> _What you are asked to do_: Within the data that follows, how many lines contain the word "shaded"? Reply with only the number.

▽

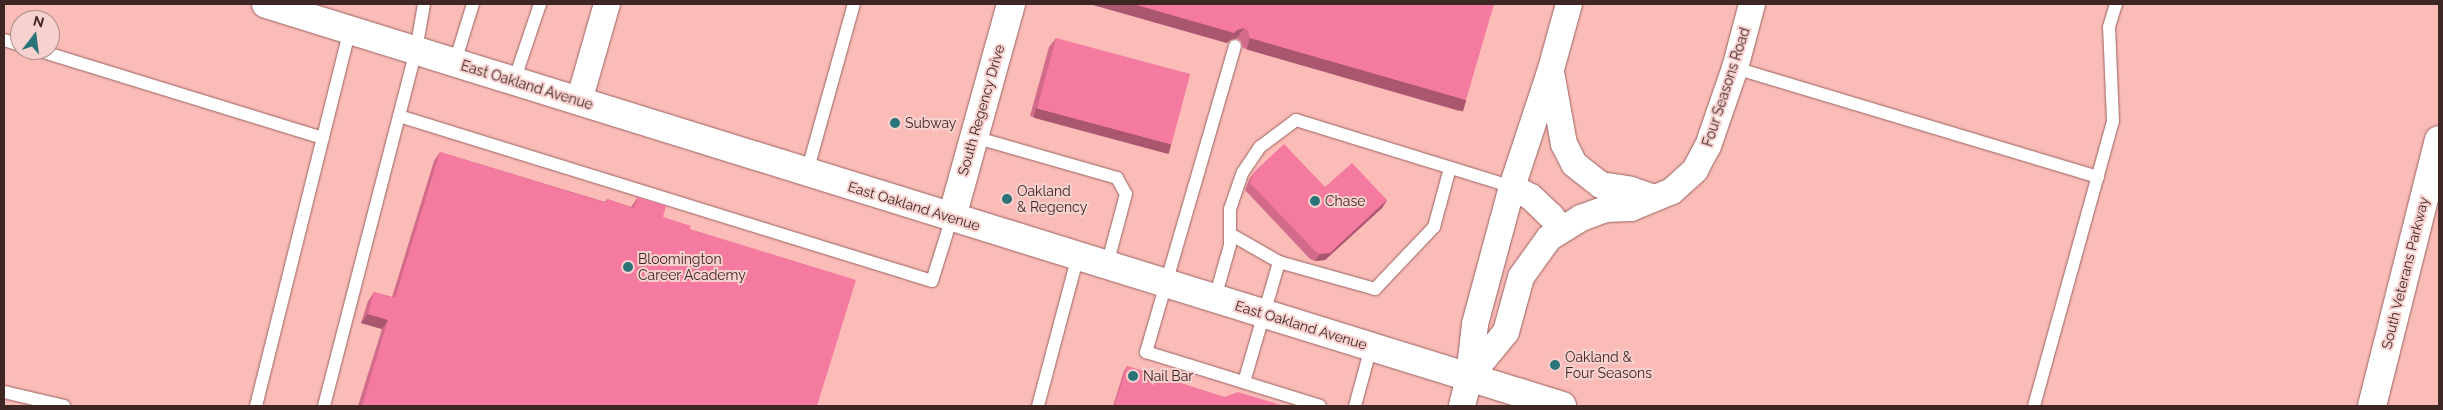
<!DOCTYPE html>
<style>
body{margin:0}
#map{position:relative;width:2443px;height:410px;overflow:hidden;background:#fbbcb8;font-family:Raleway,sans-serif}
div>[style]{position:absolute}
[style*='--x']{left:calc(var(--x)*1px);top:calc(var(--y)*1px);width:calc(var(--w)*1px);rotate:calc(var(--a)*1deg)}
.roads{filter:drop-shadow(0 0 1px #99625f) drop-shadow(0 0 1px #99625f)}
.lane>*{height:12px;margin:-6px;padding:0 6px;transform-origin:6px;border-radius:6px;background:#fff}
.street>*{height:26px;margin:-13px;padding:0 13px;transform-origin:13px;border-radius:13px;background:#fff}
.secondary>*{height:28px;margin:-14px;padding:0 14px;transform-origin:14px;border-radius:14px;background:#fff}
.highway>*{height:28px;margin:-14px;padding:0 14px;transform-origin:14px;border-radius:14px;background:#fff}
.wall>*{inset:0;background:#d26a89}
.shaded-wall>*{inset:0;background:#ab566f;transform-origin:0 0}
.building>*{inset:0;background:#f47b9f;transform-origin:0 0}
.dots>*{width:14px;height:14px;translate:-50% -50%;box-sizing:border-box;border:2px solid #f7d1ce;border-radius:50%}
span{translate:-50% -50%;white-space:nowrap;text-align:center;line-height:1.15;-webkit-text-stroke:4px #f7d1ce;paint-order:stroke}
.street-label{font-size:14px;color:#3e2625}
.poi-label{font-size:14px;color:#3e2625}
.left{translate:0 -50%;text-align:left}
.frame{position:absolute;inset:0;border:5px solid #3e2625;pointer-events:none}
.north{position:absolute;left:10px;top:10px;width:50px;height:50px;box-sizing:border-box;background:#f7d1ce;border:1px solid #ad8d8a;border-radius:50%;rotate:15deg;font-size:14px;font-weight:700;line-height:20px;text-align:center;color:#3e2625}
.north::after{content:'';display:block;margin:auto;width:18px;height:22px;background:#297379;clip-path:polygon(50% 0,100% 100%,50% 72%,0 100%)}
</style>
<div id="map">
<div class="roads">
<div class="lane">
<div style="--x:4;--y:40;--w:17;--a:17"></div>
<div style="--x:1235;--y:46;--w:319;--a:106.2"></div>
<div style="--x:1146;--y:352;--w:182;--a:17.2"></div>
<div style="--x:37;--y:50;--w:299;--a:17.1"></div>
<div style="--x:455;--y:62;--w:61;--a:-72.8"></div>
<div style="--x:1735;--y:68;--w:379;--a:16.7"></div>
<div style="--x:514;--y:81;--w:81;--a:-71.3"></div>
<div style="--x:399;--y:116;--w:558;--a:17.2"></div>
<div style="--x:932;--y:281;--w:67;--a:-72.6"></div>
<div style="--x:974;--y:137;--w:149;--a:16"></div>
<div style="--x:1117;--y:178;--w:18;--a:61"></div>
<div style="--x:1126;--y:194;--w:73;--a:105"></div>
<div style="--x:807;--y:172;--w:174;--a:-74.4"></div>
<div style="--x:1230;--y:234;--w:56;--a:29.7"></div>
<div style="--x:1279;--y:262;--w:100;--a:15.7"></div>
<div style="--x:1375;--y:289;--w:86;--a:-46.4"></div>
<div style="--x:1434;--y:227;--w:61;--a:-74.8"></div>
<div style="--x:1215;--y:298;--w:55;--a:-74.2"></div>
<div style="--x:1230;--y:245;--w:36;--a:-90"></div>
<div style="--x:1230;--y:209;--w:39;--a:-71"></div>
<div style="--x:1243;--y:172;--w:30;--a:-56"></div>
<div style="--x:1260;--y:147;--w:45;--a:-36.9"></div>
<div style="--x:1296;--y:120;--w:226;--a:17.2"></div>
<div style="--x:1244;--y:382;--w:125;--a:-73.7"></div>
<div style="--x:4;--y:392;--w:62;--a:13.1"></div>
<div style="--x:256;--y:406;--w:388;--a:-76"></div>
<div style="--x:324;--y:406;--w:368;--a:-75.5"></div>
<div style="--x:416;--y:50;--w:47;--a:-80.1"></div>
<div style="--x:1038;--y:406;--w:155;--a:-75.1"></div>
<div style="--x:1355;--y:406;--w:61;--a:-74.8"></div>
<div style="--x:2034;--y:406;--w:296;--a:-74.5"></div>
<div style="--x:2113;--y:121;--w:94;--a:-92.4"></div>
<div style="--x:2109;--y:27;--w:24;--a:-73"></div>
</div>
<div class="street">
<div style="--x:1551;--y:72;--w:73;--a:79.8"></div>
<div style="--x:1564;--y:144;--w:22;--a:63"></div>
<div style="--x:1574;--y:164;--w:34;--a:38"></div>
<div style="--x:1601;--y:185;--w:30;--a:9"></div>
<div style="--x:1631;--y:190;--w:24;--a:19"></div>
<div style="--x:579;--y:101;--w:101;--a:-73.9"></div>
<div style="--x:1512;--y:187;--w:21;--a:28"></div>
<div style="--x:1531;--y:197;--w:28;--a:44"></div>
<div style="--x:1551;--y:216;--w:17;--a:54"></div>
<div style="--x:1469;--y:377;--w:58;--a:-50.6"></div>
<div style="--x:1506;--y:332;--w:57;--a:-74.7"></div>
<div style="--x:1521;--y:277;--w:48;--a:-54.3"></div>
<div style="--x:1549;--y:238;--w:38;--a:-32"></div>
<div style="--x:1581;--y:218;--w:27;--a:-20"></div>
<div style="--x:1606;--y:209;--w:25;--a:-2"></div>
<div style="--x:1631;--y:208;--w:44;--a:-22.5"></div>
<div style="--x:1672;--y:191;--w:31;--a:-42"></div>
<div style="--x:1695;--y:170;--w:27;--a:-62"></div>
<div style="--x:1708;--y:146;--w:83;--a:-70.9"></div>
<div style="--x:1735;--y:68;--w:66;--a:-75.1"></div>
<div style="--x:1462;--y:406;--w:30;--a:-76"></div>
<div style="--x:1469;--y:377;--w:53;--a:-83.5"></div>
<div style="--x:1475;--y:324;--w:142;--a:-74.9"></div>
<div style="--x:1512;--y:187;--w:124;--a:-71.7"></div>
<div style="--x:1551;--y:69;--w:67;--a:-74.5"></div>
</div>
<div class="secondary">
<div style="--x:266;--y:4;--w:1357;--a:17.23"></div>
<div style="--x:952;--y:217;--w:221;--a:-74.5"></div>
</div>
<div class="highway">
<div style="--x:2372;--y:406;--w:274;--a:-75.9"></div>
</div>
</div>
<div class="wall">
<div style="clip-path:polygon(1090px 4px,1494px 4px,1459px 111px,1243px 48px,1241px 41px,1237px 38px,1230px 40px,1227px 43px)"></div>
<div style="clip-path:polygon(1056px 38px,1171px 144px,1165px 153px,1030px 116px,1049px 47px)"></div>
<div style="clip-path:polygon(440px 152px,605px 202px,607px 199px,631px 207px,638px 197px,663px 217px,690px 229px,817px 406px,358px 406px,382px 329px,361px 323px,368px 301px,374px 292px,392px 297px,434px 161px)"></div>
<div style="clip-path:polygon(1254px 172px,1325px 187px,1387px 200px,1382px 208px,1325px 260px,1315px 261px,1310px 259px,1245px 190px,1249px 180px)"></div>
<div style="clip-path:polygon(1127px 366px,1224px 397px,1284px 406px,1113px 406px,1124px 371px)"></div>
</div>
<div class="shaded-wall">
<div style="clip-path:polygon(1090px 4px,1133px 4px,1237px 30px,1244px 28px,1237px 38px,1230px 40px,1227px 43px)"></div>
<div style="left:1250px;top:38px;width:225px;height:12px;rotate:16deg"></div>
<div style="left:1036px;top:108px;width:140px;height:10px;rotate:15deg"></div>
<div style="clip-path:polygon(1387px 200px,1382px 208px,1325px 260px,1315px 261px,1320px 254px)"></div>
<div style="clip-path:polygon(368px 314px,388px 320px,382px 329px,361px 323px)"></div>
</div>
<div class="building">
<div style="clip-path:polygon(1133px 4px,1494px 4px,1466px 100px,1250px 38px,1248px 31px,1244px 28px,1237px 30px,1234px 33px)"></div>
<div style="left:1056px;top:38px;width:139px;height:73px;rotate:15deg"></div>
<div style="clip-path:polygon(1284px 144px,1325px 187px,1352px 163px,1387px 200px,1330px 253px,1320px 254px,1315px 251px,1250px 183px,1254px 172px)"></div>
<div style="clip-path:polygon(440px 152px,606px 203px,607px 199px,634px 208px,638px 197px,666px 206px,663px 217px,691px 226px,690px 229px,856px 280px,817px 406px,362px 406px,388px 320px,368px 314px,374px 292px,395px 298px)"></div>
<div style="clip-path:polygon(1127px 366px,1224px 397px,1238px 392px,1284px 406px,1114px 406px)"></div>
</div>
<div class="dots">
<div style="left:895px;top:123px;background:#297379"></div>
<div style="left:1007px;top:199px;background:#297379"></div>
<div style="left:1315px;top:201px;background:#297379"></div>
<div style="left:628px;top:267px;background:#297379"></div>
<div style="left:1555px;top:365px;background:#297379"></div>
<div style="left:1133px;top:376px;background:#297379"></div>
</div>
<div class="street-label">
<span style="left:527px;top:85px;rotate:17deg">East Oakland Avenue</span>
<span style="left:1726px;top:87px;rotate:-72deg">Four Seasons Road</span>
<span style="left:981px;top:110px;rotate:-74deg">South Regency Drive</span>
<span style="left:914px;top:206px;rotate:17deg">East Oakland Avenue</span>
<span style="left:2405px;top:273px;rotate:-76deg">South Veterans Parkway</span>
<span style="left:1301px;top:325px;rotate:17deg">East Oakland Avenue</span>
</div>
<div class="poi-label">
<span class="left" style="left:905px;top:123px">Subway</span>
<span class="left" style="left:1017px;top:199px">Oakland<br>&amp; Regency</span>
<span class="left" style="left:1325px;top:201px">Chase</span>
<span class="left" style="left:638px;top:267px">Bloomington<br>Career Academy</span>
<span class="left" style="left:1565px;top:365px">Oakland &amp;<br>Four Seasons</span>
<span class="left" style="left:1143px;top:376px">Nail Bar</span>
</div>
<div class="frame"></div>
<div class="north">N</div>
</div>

△

> _Your response_: 2